When it comes to medical devices, cleanliness is a top priority. That's a given. What many healthcare facilities don't always realize is that even with a solid set of procedures in place, they still may be failing to properly clean, disinfect and sterilize certain instruments.
This is particularly true for endoscopes. In recent years, the need to improve how we sterilize and reprocess patient-ready endoscopes has been the focus of increased attention. The problem has become so pronounced that for the past several years, ECRI, an independent nonprofit that researches way to improve patient care, has listed endoscopic reprocessing as one of the top technology hazards in healthcare.
“Human Factors in Endoscopy and Technologies that Can Help” was the third topic in the webinar series about the Path to Sterile Endoscopy. The webinar was presented by Judy Bringhurst, infection preventionist and safety officer for the University of North Carolina Hospitals in Chapel Hill, North Carolina, and discussed the recognized need for improving the sterility of patient-ready endoscopes and some associated human factors related to endoscope reprocessing. The following are some key points from the webinar.
Standardization Issues in Instrument Reprocessing
Across the medical field, practitioners agree that standardization is the key to implementing a consistent and repeatable process for effectively reprocessing endoscopes. However, products used in crucial steps do not have standard instructions for use. For example:
- There are many enzymatic detergents available. However, different detergents require different amounts of water than others and have different intended uses.
- The chemicals required for a high-level disinfection (HLD) vary depending on the manufacturer’s recommendation.

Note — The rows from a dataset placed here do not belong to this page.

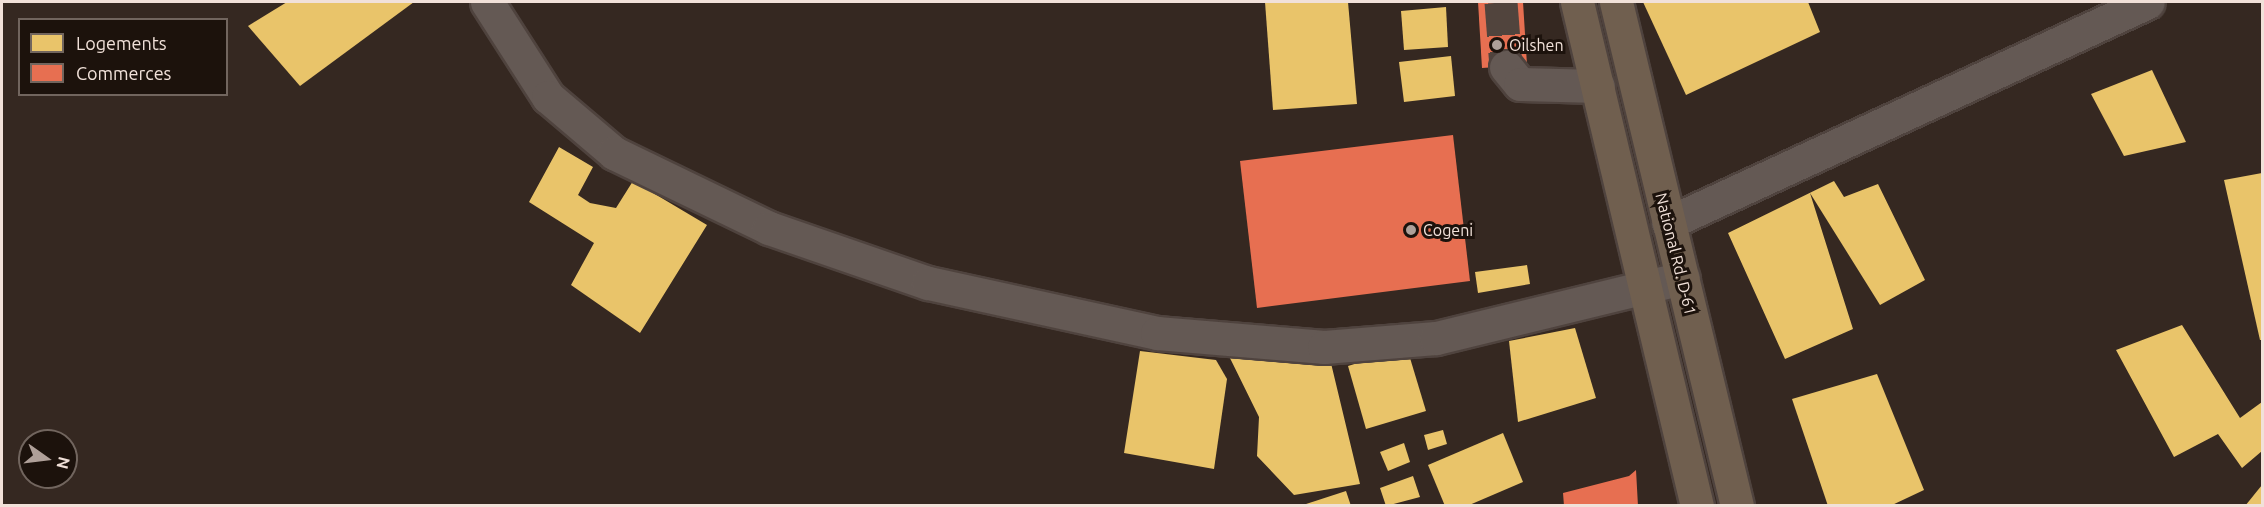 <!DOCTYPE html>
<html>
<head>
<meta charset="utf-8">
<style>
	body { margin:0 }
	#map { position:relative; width:2264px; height:507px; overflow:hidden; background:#352821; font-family:Ubuntu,sans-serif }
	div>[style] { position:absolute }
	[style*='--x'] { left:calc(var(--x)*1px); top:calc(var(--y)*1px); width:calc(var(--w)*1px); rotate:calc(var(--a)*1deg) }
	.homes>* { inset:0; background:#e9c46a }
	.shops>* { inset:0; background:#e76f51 }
	.minor-tunnel>* { height:33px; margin-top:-16.5px; transform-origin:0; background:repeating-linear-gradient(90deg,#51443d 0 33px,transparent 0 49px) }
	.roads { filter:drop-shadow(2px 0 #4f433e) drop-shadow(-2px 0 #4f433e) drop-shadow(0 2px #4f433e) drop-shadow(0 -2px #4f433e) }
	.minor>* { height:33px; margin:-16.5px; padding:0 16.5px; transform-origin:16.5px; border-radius:16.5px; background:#645954 }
	.highway>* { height:33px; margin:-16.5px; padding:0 16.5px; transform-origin:16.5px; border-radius:16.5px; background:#705f4f }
	.dots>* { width:16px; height:16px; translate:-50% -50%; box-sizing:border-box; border:3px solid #1c120c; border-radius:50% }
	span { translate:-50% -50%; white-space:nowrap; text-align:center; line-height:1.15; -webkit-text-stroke:6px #1c120c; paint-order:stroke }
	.poi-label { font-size:16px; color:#f1e1d9 }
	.left { translate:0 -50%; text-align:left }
	.street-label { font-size:16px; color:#f1e1d9 }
	.frame { position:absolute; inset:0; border:3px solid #f1e1d9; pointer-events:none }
	.legend { position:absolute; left:18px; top:18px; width:210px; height:78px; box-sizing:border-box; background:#1c120c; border:2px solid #71655e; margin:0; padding:8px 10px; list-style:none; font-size:18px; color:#f1e1d9 }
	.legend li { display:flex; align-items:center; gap:12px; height:30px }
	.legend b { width:30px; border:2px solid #71655e }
	.north { position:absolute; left:18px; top:429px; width:60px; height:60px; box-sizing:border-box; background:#1c120c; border:2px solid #71655e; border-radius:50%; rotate:104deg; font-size:16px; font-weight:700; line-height:24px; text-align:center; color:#f1e1d9 }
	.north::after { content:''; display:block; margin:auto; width:21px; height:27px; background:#afa099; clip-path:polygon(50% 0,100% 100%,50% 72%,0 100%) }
</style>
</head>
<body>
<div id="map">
	<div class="homes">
		<div style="clip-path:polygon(287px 2px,414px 2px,300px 86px,248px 26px)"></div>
		<div style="clip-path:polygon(1265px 2px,1348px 2px,1357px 104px,1273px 110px)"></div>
		<div style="clip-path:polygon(1643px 2px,1808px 2px,1820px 32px,1686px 95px)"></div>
		<div style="clip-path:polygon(1446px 7px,1448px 47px,1404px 50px,1401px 11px)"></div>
		<div style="clip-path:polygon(1451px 56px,1455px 96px,1404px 102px,1399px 62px)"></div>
		<div style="clip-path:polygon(2152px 70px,2186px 142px,2124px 156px,2091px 94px)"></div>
		<div style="clip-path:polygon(559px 147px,593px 167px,578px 195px,590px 203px,616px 208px,633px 181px,707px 225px,640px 333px,571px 285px,594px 243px,529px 202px)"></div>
		<div style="clip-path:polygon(2262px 173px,2262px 340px,2260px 340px,2224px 180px)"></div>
		<div style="clip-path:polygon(1834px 181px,1844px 197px,1878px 184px,1925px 280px,1880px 305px,1810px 193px,1853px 329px,1785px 359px,1728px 233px)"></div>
		<div style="clip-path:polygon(1527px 265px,1530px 284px,1478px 293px,1475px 272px)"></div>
		<div style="clip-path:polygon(2182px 325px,2240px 418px,2262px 402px,2262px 451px,2242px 468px,2218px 434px,2174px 457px,2116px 350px)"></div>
		<div style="clip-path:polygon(1575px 328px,1596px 398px,1518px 422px,1509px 341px)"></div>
		<div style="clip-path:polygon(1407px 348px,1426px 411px,1366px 429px,1348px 366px)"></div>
		<div style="clip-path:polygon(1226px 350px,1330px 359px,1360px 484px,1294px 495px,1257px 456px,1259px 417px)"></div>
		<div style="clip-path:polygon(1140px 351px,1216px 360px,1227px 379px,1214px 469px,1124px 453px)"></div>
		<div style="clip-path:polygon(1877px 374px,1924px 490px,1890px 506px,1828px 506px,1792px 399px)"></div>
		<div style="clip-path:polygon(1443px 430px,1447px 444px,1428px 450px,1424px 435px)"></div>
		<div style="clip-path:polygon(1503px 433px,1523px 482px,1467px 506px,1445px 506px,1428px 465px)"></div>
		<div style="clip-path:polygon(1404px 443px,1410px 462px,1388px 471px,1380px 452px)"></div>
		<div style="clip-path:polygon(1413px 476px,1420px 497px,1386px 506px,1380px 488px)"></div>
		<div style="clip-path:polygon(2262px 485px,2262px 506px,2245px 506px)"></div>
		<div style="clip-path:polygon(1346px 491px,1351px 506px,1303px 506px,1303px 505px)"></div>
	</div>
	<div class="shops">
		<div style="clip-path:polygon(1478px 2px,1523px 2px,1527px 65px,1482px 68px)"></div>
		<div style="clip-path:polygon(1453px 135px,1470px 281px,1257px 308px,1240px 161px)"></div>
		<div style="clip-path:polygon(1636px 470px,1638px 506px,1564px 506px,1563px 493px,1629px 476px)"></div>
	</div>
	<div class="minor-tunnel">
		<div style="--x:1501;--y:2;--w:65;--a:85.6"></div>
	</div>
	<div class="roads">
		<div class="minor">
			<div style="--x:487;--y:2;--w:113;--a:57.3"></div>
			<div style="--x:548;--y:97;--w:87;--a:40.3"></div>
			<div style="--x:614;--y:153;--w:172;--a:25.8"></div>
			<div style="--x:769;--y:228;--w:168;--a:19.1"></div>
			<div style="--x:928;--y:283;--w:234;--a:12.3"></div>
			<div style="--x:1157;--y:333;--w:168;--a:4.8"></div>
			<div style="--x:1324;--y:347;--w:112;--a:-4.6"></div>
			<div style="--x:1436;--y:338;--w:254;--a:-13.7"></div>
			<div style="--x:1506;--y:67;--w:22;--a:51"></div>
			<div style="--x:1520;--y:84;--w:78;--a:1.5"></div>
			<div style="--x:1668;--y:223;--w:528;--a:-24.72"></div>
		</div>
		<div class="highway">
			<div style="--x:1577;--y:2;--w:518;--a:76.61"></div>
			<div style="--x:1616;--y:2;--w:518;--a:76.5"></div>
		</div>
	</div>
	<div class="dots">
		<div style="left:1497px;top:45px;background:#afa099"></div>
		<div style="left:1411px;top:230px;background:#afa099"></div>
	</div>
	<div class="poi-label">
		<span class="left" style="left:1509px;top:45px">Oilshen</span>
		<span class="left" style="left:1423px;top:230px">Cogeni</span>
	</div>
	<div class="street-label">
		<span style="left:1676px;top:254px;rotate:76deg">National Rd. D-61</span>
	</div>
	<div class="frame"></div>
	<ul class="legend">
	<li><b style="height:16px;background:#e9c46a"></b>Logements</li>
	<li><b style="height:16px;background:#e76f51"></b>Commerces</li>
	</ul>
	<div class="north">N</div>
</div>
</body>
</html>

- Depending on what model of endoscope is being reprocessed, and what kind of soaking chemical is used, the instrument may have to be soaked for eight, 10 or 20 minutes.
These are only a few of the obstacles that stand in the way to implementing a broad, standardized set of guidelines that would both increase compliance and decrease the risk of cross-contamination.
The point is that even if we were in an ideal situation where reprocessing was fully standardized, and there was one type of detergent, a clear set of steps to follow for HLD reprocessing and a standardized soak time, etc., this would not eliminate the risks involved with reprocessing endoscopes. The truth is, numerous human factors prevent endoscopes from being properly reprocessed, and because of this, even strict guidelines and tighter standardization have major shortcomings.
The Human Factor
First, let’s start off with one of the most shocking findings. In a watershed study, researchers observed that when using manual cleaning methods with automated high-level disinfection, only 1.4 percent of endoscopes are reprocessed properly. Far from following the suggested process, the same study showed that in 44.9 percent of all manual reprocessing, two or more steps were completely skipped.
This wasn’t just because of laziness. The two steps that were most frequently skipped were brushing the working channel and drying the instrument with air. The reason for this is that brushing the working channel can be both uncomfortable and painful for those doing the cleaning, which often involves HLD chemicals that are irritating to the respiratory system. Couple this with the pressure to complete the reprocessing quickly for subsequent procedures, and you start to see that, even with a standardized method for reprocessing, a large portion of endoscopes will continue to be inadequately reprocessed and cross-contamination will remain a problem.
Technologies to Mediate These Issues
The ever-present human factors, along with the current lack of standardization, can make it look like we are in an unwinnable situation. Despite our best efforts, will we always have to live with a degree of acceptable risk?
As you have probably surmised, eliminating that risk can be a huge undertaking. But recent developments in medical technology have made it possible to eliminate the many complications and variables involved in manual reprocessing.
EndoSheath protective barriers are a single-use microbial barrier that slides onto an endoscope and creates a protective wall between the patient and the endoscope. It can prevent microbes as small as 27 nanometers from permeating the barrier. And since the scope is never directly exposed to biological material, cleaning is easy and there is no need for HLD reprocessing between cases.
In an industry that lacks broad standardization and whose reprocessing procedures are inherently risky, EndoSheath represents a technological advantage that can bring us closer to a solution where endoscopes are sterile for each patient and the risk of cross-contamination is eliminated.